Прогулка по саду удалась. Фрейлина, идущая рядом, захлебывалась от новостей. Это были замечательные вести и совершенно верные, совершенно точные, потому что их сообщил граф Александр Романович Воронцов, который знал в коммерции толк. Из Франции шел корабль, битком набитый чужестранными галантерейными чудесами — тканями, пудрой, духами. А главное — везли красный бархат, о котором давно мечтали в Петербурге, и китайские шелка.

Екатерина холодно глянула на щебетавшую фрейлину. «Боже мой, какой вздор вас интересует… Я жду с этим кораблем письма от господина Вольтера. Да пусть потонет ваш красный бархат, лишь бы письма доплыли…» Фрейлина кисло улыбнулась. «Ты ее, матушка, крапивкой, крапивкой! Ишь, размечталась о бархате», — ехидно пискнул Нарышкин. «Это тебе, Лев Александрович, коли будешь вмешиваться в чужие разговоры, крапивой достанется», — тихо пообещала императрица. Нарышкин осекся и стал отставать…

Около выхода из парка кортеж императрицы поджидал гофмейстер Франц Ротштейн. При виде государыни и блестящей свиты он почувствовал, как его оставляют болезни, вызванные дурным поведением пажей, дух обретает бодрость и ясность, а глаза излучают любовь: он проверял это ощущение перед зеркалом — после встреч с необыкновенной государыней глаза сияли отменно. «Ну, Фраиц, как твои громовые дети?» — ласково спросила Екатерина. «Каждый ребенок весел и здоров», — старательно выговорил Ротштейн, с трудом владевший русским языком. «Кто же сегодня нас порадует присутствием?» — допытывалась государыня. «Очень хороший дети: Радищев, Янов, Кутузов, Рубановский… Дети ласковый, примерный». — «Они у тебя все примерные. Вот только кого ты наказываешь?» — Она одаряла улыбкой и ответа не требовала.

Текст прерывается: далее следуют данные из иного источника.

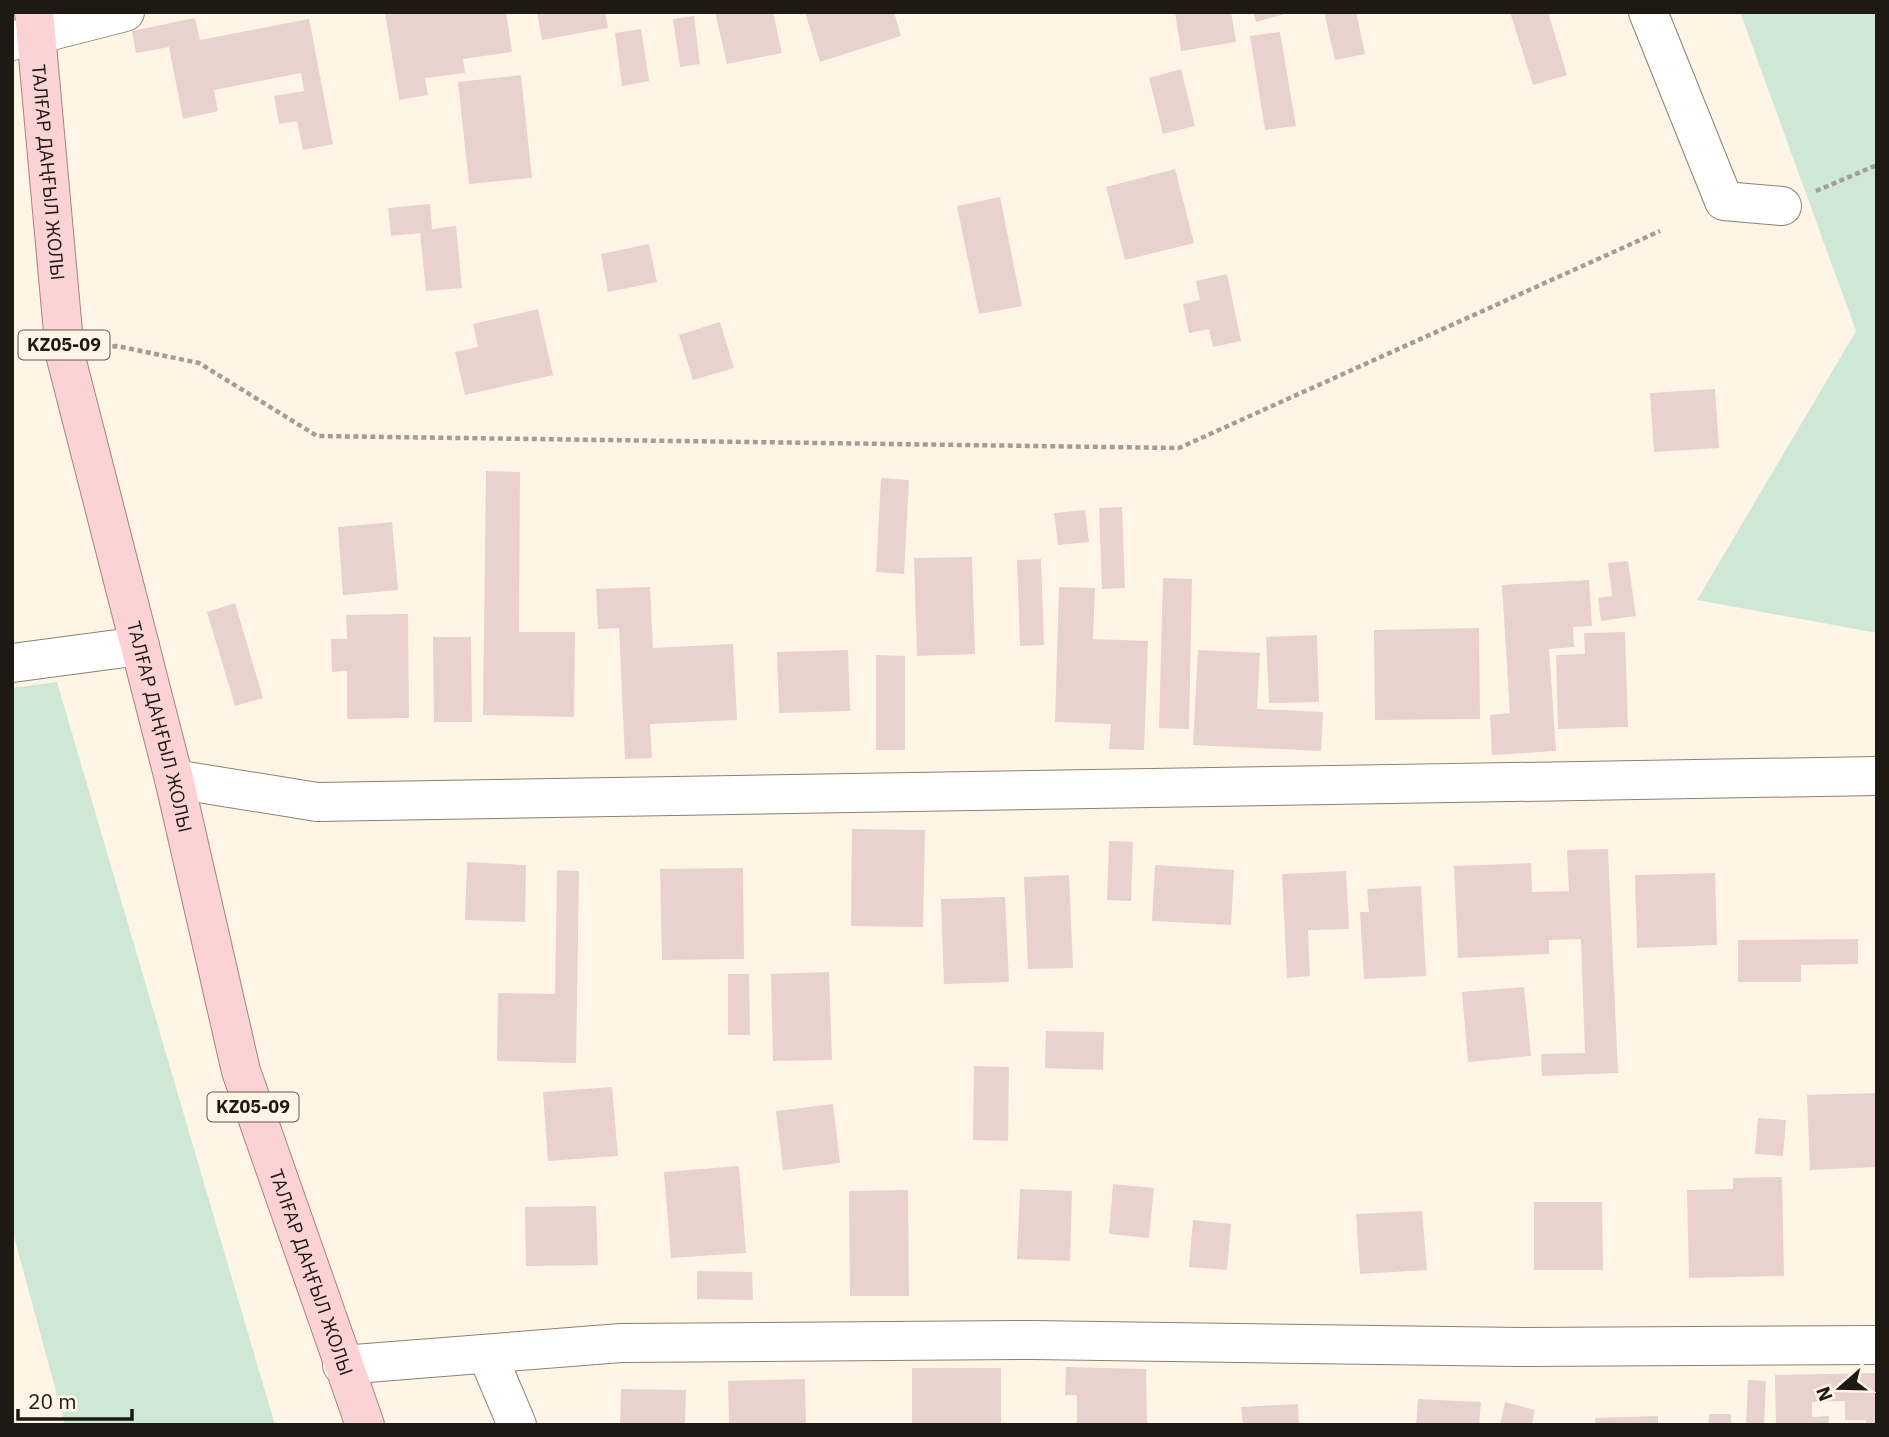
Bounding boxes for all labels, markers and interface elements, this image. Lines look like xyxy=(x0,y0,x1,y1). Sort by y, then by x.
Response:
street label: ТАЛҒАР ДАҢҒЫЛ ЖОЛЫ xyxy=(27,63,70,281)
road number: KZ05-09 xyxy=(18,330,110,360)
street label: ТАЛҒАР ДАҢҒЫЛ ЖОЛЫ xyxy=(122,619,198,835)
road number: KZ05-09 xyxy=(208,1092,298,1122)
street label: ТАЛҒАР ДАҢҒЫЛ ЖОЛЫ xyxy=(264,1166,359,1379)
north arrow xyxy=(1805,1353,1875,1423)
scale bar xyxy=(18,1378,131,1422)
text: N xyxy=(1810,1383,1838,1404)
text: 20 m xyxy=(28,1387,77,1415)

Радищев любил уроки геральдики.

Гербы были загадочны. В причудливых складках намета — словно лоскутьями изодранного рыцарского плаща, обрамлявшего сам герб, на открытом поле щита, в мрачноватом железном шлеме, в странной неожиданной россыпи знаков — звезд, полумесяцев, крестов, изломанных линий, в позе львов и орлов таились отгадки доблести, чести, мужества. Дух рыцарства изливался с гербов, туманил голову, скрещенные на щитах шпаги неслышно звенели, рог, страстно задранный вверх, беззвучно призывал к бою…

Гарцующей походкой вошел Морамберт. Он никогда не начинал урока сразу, а медлил перед приходом минуты, полной значительности.

— Итак, почему на гербах королей Арагонии золотой щит имеет четыре красные линии?

Пажи наклонили головы под пронзительным взглядом Морамберта: он был страшен в геральдической ярости. Морамберт дремал на уроках хорошего писания, лениво вел французский язык, на географии он терял отдаленные страны и суетливо, беспомощно искал их на карте, но в часы воненкунста львиная энергия просыпалась в сухопаром французе.

Он подождал, кивком головы подтвердил невежественность пажей и с силой обрушил на них звенящие, как рыцарские латы, слова:

— В битве с норманнами принц Готфрид Арагонский был низвергнут с коня. Он лежал на поле, истекая кровью, когда король смочил четыре пальца в крови принца и провел ими по щиту. С тех пор короли Арагонии, а также графы Барселоны и Прованса на золотых щитах герба имеют четыре алые линии.

Радищев затаил дыхание: перед его взором мощно неслась лавина всадников и в золотой, колосе их строя вспыхивали и загорались красные следы благородной крови арагонских королей.

Морамберт, довольный тем, что поразил воображение учеников, перешел к сухой теории:

— Прошу назвать основные геральдические фигуры, Янов.

Янов перечислял, тайком поджимая пальцы на руке:

— Глава, столб, перевязь, стропило, крест…

— Бьен! Хорошо! — Морамберт взмахнул рукой, останавливая перечисление. — Назови виды крестов, употребляемых на гербах.

Янов загундосил, как дьячок:

— Головчатый, уширенный, заостренный, якоревидный, трилистный…

— Рубановский, о чем ты думаешь? Продолжай.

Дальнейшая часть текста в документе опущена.